The tarnish is the flag…

It’s probably evidence of the good that a couple of days off work can do to a man that I suddenly find myself able to write a brief post about politics – a subject that I’d normally handle with kid gloves attached to the end of a long barge-pole, itself glued to the end of some kind of excrement-encrusted stick. In my experience, most arguments about any subject function by flattening down complexities to tiny arguable issues. Normally we derive significant utility from this style of argument – but I think with politics our ability to find core and simple arguable issues disappears. With each person added to a political situation, the complexity grows exponentially, and when we try to reduce things down to first principles we end up with the sparsest and most atavistic of binaries – things like “them” and “us”, and appeals towards cheap solidarity or patriotism, desperate attempts at face-saving and feeble gestures towards self-interest.

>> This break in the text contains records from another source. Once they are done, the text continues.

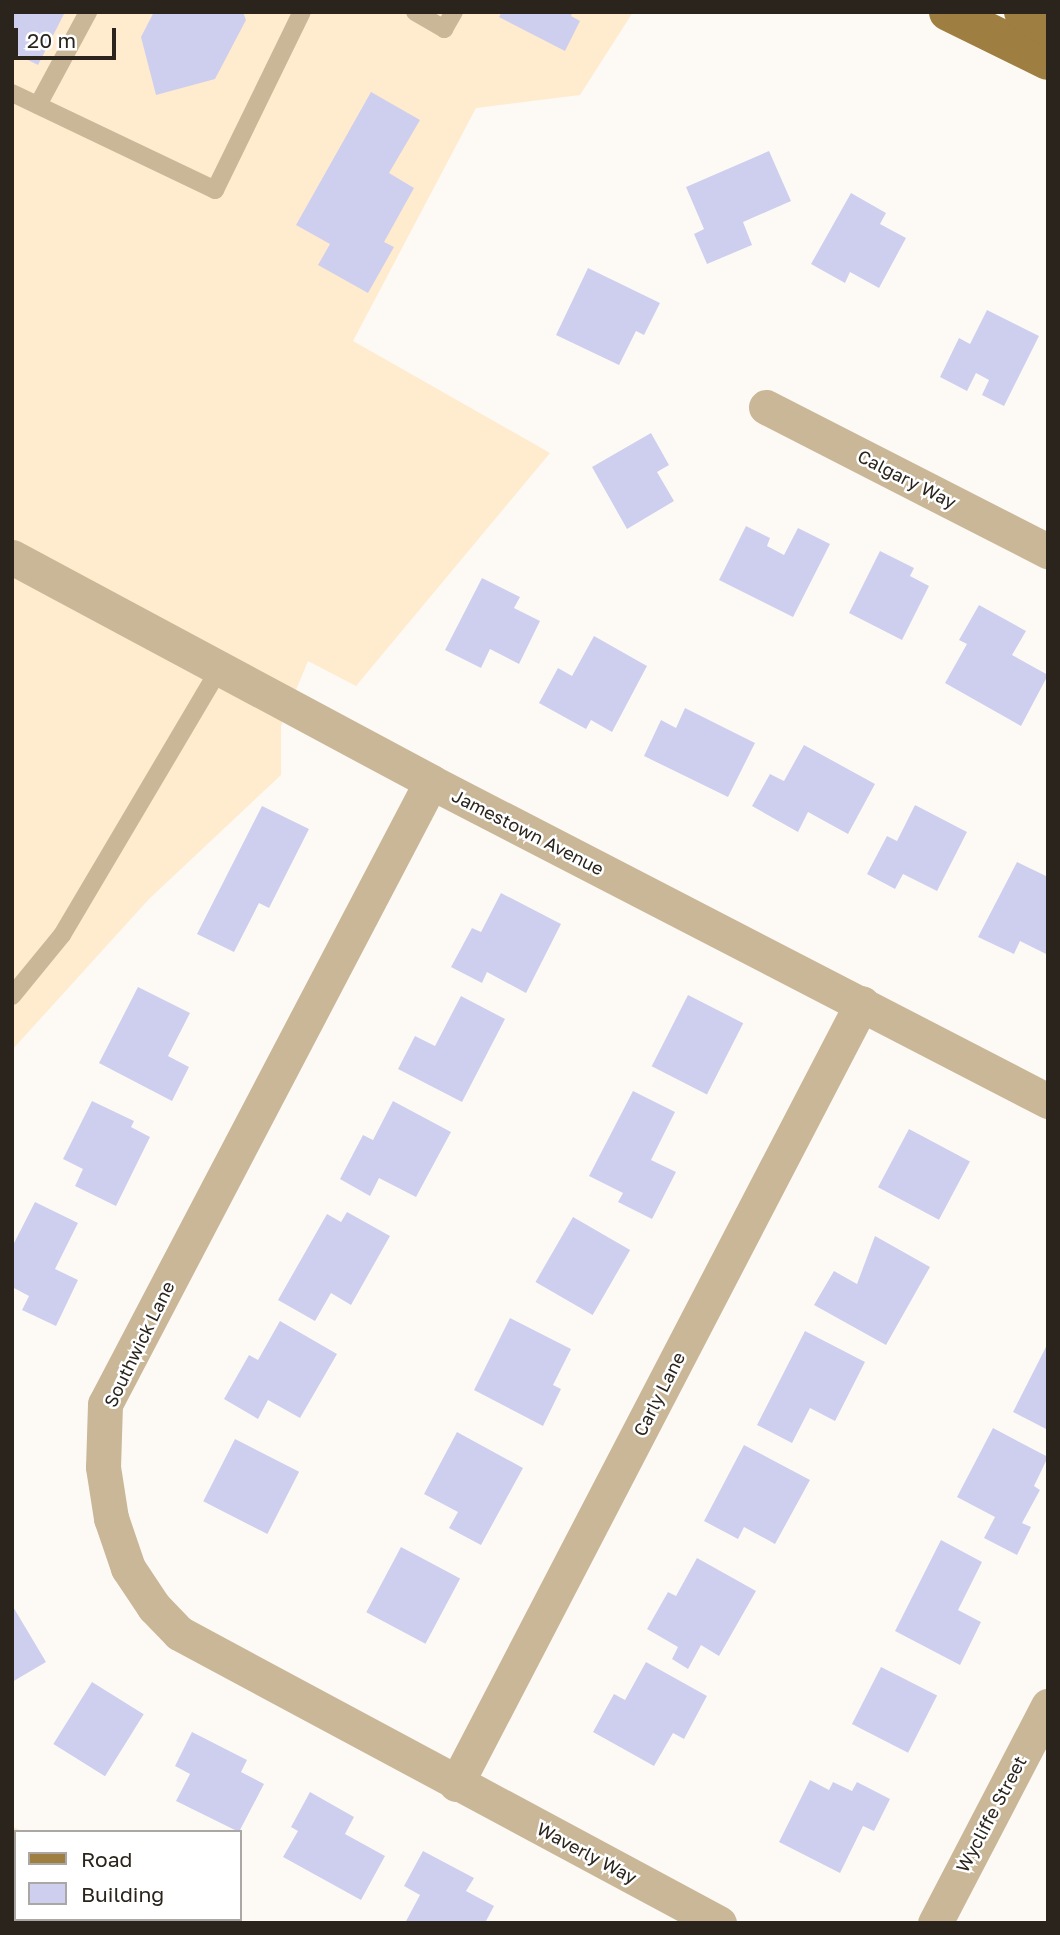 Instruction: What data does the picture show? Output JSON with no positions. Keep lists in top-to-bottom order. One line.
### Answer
{"streets":{"street":["Calgary Way","Jamestown Avenue","Southwick Lane","Carly Lane","Wycliffe Street","Waverly Way"]},"crossings":[["Jamestown Avenue","Southwick Lane"],["Jamestown Avenue","Carly Lane"],["Southwick Lane","Carly Lane"],["Southwick Lane","Waverly Way"],["Carly Lane","Waverly Way"]],"legend":["Road","Building"],"scale_bar":"20 m"} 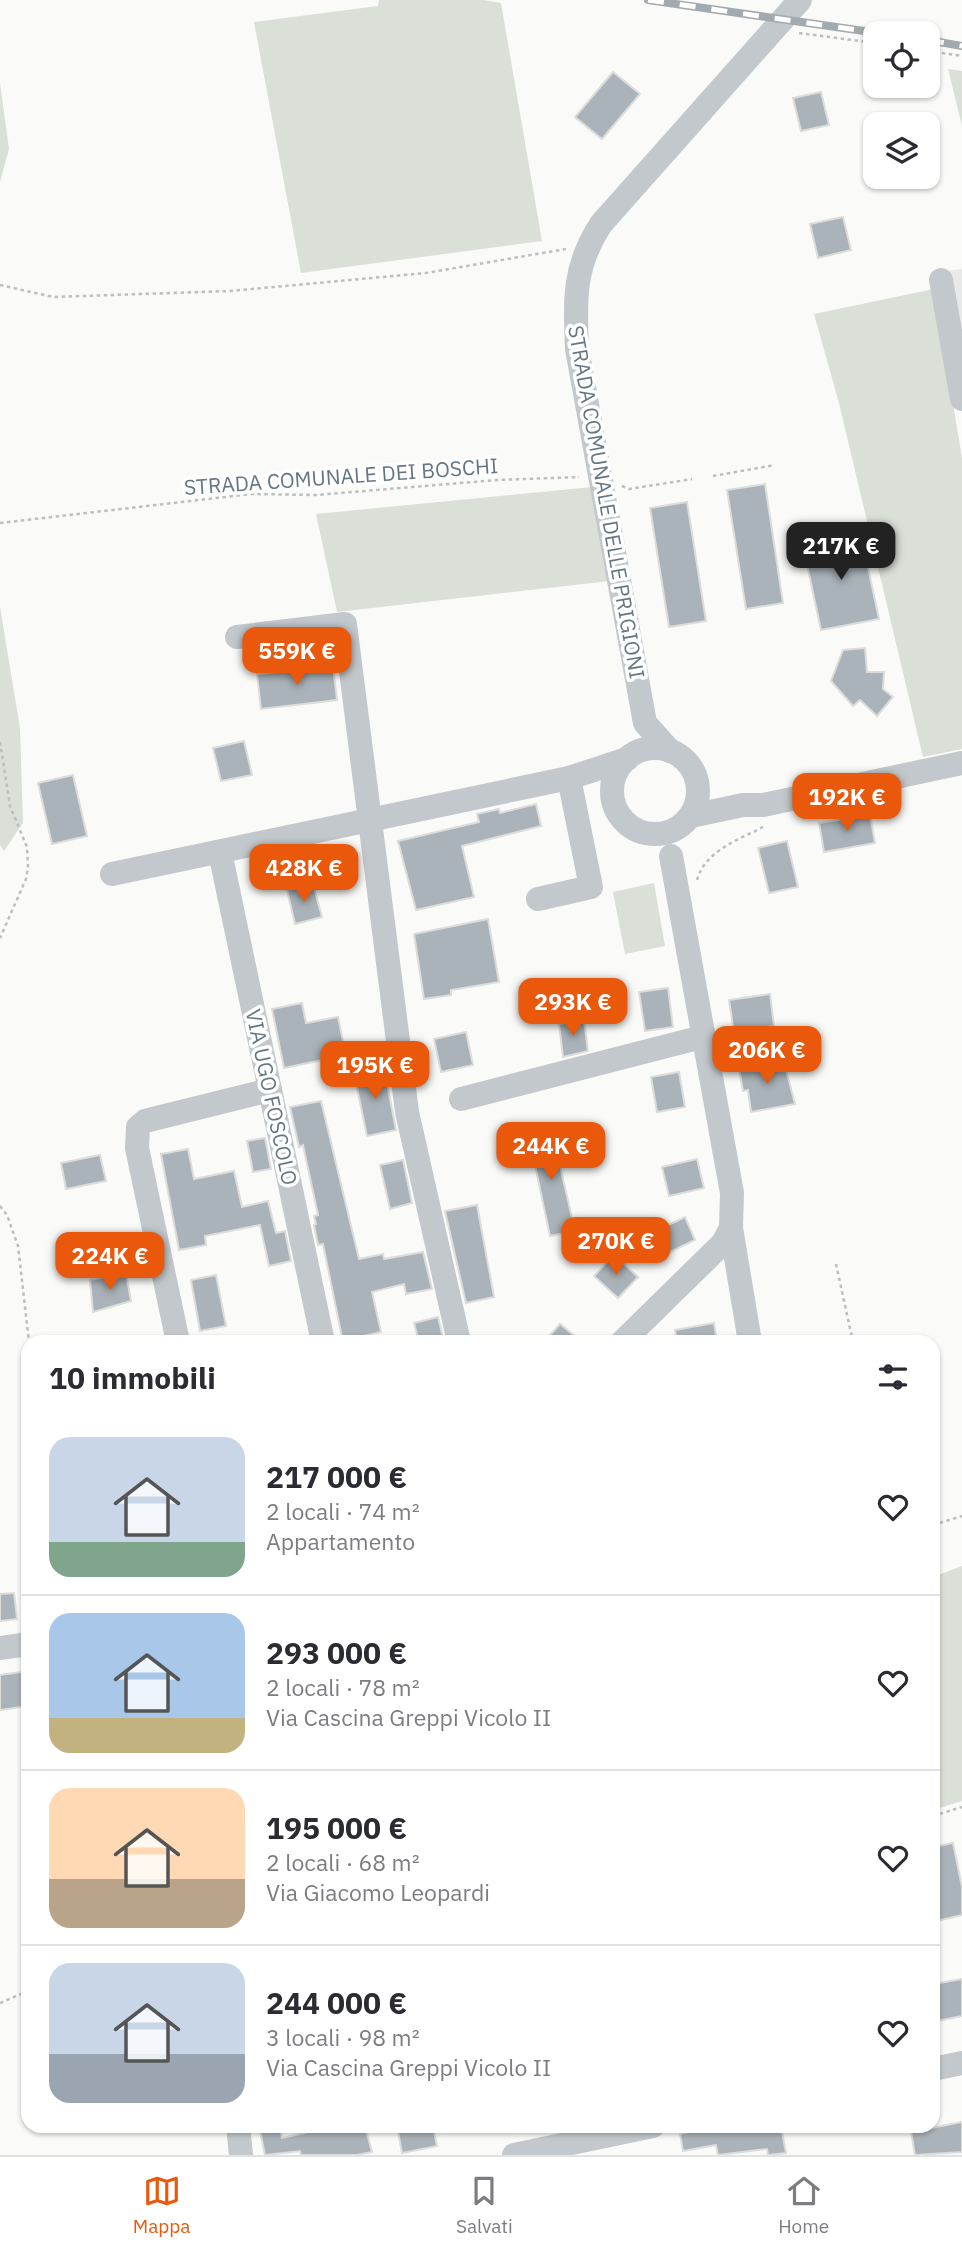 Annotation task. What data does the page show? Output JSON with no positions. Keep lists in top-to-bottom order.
{
  "streets": {
    "street": ["STRADA COMUNALE DELLE PRIGIONI", "VIA UGO FOSCOLO"],
    "path": ["STRADA COMUNALE DEI BOSCHI"]
  },
  "crossings": [
    ["STRADA COMUNALE DEI BOSCHI", "STRADA COMUNALE DELLE PRIGIONI"]
  ],
  "page": {
    "price": [
      "217K €",
      "559K €",
      "192K €",
      "428K €",
      "293K €",
      "206K €",
      "195K €",
      "244K €",
      "270K €",
      "224K €"
    ],
    "heading": "10 immobili",
    "list": [
      {
        "name": "217 000 €",
        "note": "2 locali · 74 m² · Appartamento"
      },
      {
        "name": "293 000 €",
        "note": "2 locali · 78 m² · Via Cascina Greppi Vicolo II"
      },
      {
        "name": "195 000 €",
        "note": "2 locali · 68 m² · Via Giacomo Leopardi"
      },
      {
        "name": "244 000 €",
        "note": "3 locali · 98 m² · Via Cascina Greppi Vicolo II"
      }
    ],
    "tabs": ["Mappa", "Salvati", "Home"]
  }
} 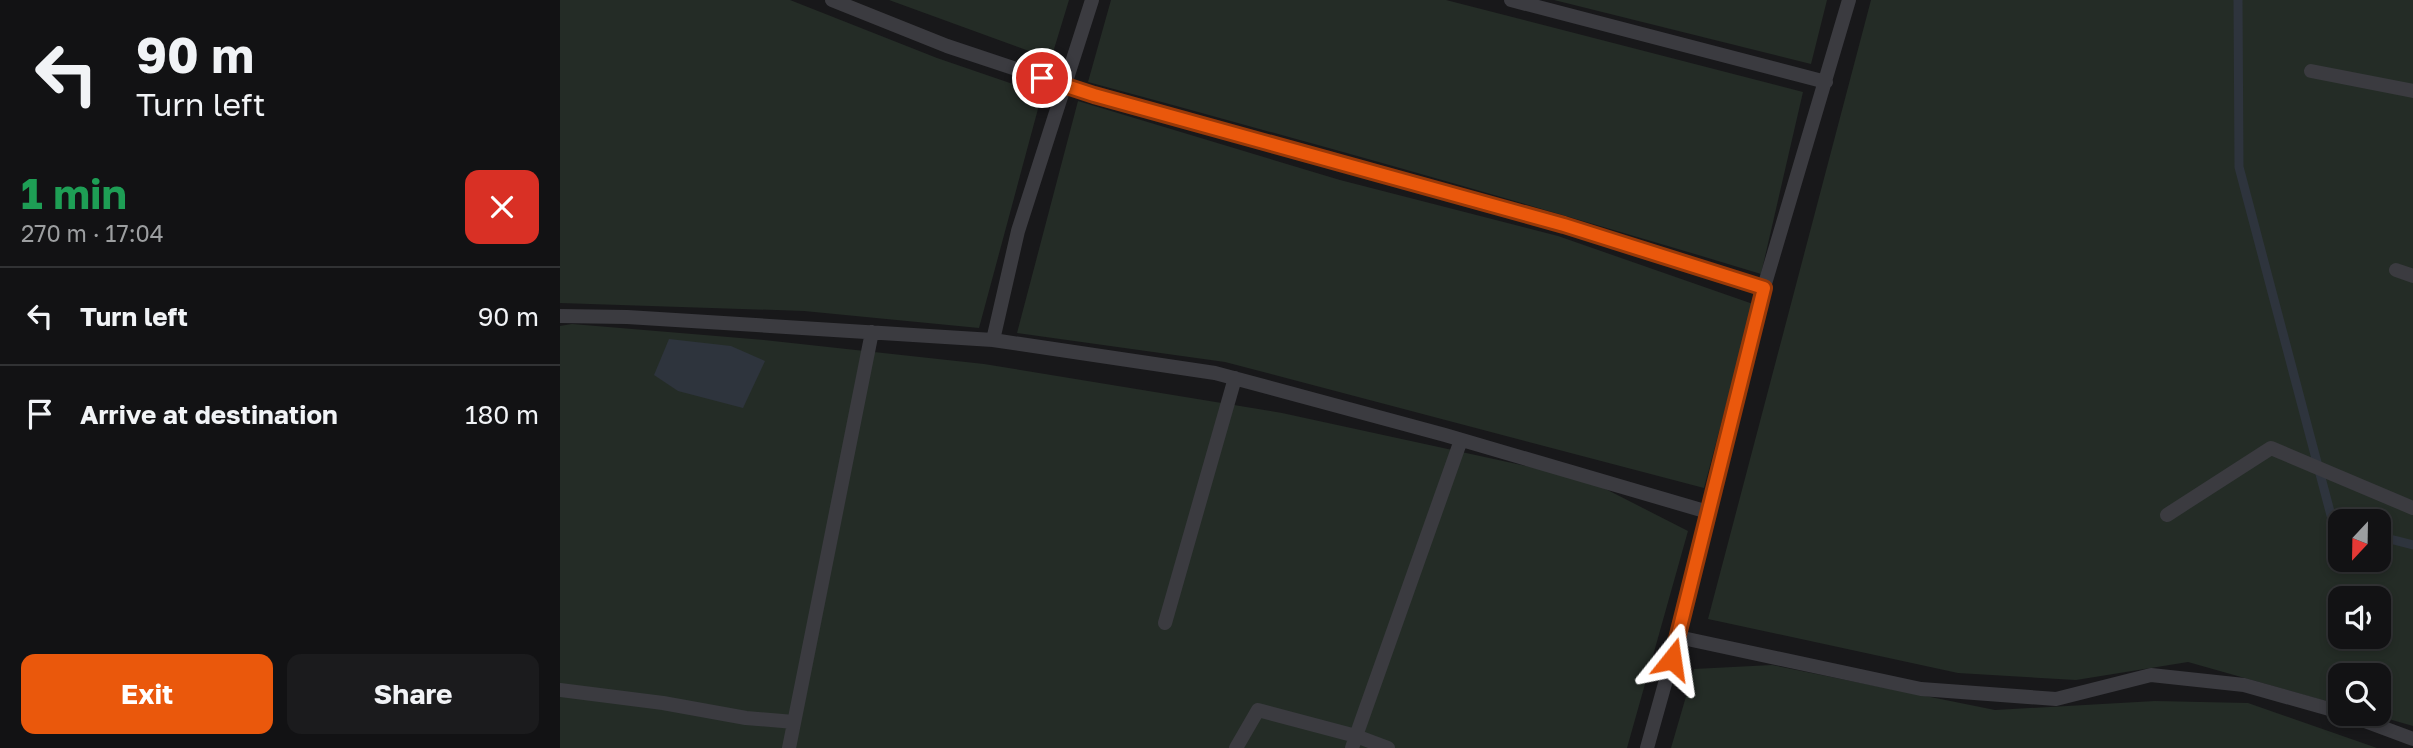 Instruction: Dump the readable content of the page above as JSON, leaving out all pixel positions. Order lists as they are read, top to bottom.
{
  "north": "bottom",
  "page": {
    "turn": ["90 m", "Turn left"],
    "heading": ["1 min", "270 m · 17:04"],
    "list": [
      {
        "name": "Turn left",
        "value": "90 m"
      },
      {
        "name": "Arrive at destination",
        "value": "180 m"
      }
    ],
    "buttons": ["Exit", "Share"]
  }
}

Which brings me to a post from the 37 signals weblog called It’s good that you’re upset. It’s not an evil piece, it’s not even a stupid piece – it’s actually a desperately sad and mournful piece that tries to scrabble for positive meaning out of the behaviour of a small selection of incredibly stupid American servicemen overseas. Here’s a quotation:

The world is rightfully disgusted by the treatment of some Iraqi prisoners, but the fact that the world is outraged is a good sign that America is still held to a higher standard. The Arab street remained mostly quiet when Saddam tortured for three decades or when American soldiers were dragged through the streets and hung to dangle in public a few weeks back. And how many leaders in the Arab world will be outraged that one of their own ruthlessly beheaded an American contractor after forcing him to name his parents and his siblings (and donít forget about Daniel Pearl who had to admit he was a Jew before his head was cut off)? The world barely gave notice to the Talibanís systematic and despicable treatment of women in Afghanistan or the destruction of ancient works of irreplaceable art and culture. The world was barely interested in stopping the carnage in Bosnia until over a half-million were killed (and then the UN still didnít want to get involved). The world is still barely affected by the genocide taking place right now in Africa. But, when the US humiliates some Iraqi prisoners, people are outraged and are calling for resignations at the highest levels of our government. And thatís a good sign for America. Weíre held up to a higher standard and itís something we should be proud of. Not the vile treatment, of course, but the worldís response. Weíre in trouble when people stop caring about how we act as a nation.

I wish I could agree, because although the UK’s own parallel media situation has been resolved, I don’t doubt for a minute that some British soldiers somewhere have undertaken very similar actions to the ones that these American servicemen perpetrated. But to try and find in that evidence that the tarnish is so noticeable because the flags are so bright… Well, it’s pretty far from convincing.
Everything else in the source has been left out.